Power Politics – Divide and Rule in Maharashtra

This year the state of Maharashtra again suffers from acute electricity shortage and extended power cuts. While cities are facing 2-6 hours of cuts, the villages have to go without power for 10-16 hours a day.

As most in India are aware, the reason for this situation is the incompetence of the politicians and the state run power company they control.

While the govt has shown no innovation or vision when it comes to power supply, it has been ingenious in managing the power cuts. An elected and supposedly peoples’s government seems to be relying on “Divide and Rule”. I will elaborate.

Considering that the entire state of Maharashtra is short on electricity, most outsiders would think that all parts of the state will be facing equal power cuts. But the reality is that the power cuts vary inversely to the political importance of a place in the state.

So the capital city of Mumbai faces no power cuts. Mumbai is supposedly an integral part of Maharashtra but it gets preferential treatment. Lame excuses like the power company in Mumbai isn’t the same as the rest of Maharashtra are anything but convincing considering that the sources of power are the same.

This special treatment for Mumbai also further distances Mumbai from the rest of Maharashtra. Citizens of Mumbai think that Maharashtra is a burden that might soon lead to power cuts for them. Rest of Maharashtra feels that Mumbai is a spoilt sibling that continues to get an unfair share from the parents.

Pune, the second largest city in Maharashtra faced severe power cuts last year and that led to protests that shook the government. So the govt. provided a special solution for the city by buying power at many times the normal rate from local industries that had power generation capability.

This solution works well for the industries as they make a ton of money selling power at exorbitant rates. The ordinary Pune citizen is happy as his ceiling fan doesn’t go dead for many hours a day. The thing that’s wrong with this approach is that the state is blowing a lot of tax payer money on problems that never should have arisen. Small and medium sized Pune industries also do not benefit from this scheme as they continue to face 2 days of powercuts.
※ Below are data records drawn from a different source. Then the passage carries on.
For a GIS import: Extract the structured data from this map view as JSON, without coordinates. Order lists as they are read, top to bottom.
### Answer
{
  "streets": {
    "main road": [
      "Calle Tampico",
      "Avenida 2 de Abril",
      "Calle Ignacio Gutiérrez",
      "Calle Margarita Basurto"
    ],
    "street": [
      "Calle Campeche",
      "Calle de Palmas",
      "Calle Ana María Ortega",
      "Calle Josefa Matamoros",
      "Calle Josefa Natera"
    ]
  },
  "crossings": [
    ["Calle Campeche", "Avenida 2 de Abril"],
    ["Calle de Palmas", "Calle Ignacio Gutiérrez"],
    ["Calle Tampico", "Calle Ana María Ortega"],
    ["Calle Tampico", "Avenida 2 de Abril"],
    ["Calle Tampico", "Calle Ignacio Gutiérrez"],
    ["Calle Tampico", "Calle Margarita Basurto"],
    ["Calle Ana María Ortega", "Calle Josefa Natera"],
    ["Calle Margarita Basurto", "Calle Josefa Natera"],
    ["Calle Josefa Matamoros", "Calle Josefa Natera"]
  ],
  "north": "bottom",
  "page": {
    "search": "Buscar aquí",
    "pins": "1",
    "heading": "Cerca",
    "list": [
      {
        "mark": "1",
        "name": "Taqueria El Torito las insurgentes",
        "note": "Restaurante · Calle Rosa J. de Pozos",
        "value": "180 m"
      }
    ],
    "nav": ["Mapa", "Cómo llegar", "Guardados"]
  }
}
Things go from bad to worse as you move away from the seat of power, to smaller towns and villages. As I said earlier “Power cuts vary inversely to the political importance of a place”. So the stability of government is based on ensuring that the entire state does not rise in protest and demand uninterrupted electric supply. As Pune and Mumbai (combined population ~ 2 crores) citizens are not facing power cuts, there are no protests in these cities. Even the cities that are getting less cuts than the neighboring villages are not standing shoulder to shoulder in protest with the villagers. Nobody has the time to protest if they themselves aren’t suffering.

Isn’t this “Divide and Rule”?. There are already several cases filed with ergard to power cuts. I hope that the state judiciary insists on implementation of equal power cuts in the entire state, in the tiny villages and in the big cities.

If it hurts just as bad in every city and village in Maharashtra I am sure we will soon get a lasting and state-wide solution for the power crisis. The state as well as central politicians will not take the risk of being thrown out of power by the millions in the big cities who are many times more empowered and closer to power than farmer X in remote village Y.

If we continue to have unequal power cuts, I don’t see a solution to the power crisis emerge anytime soon.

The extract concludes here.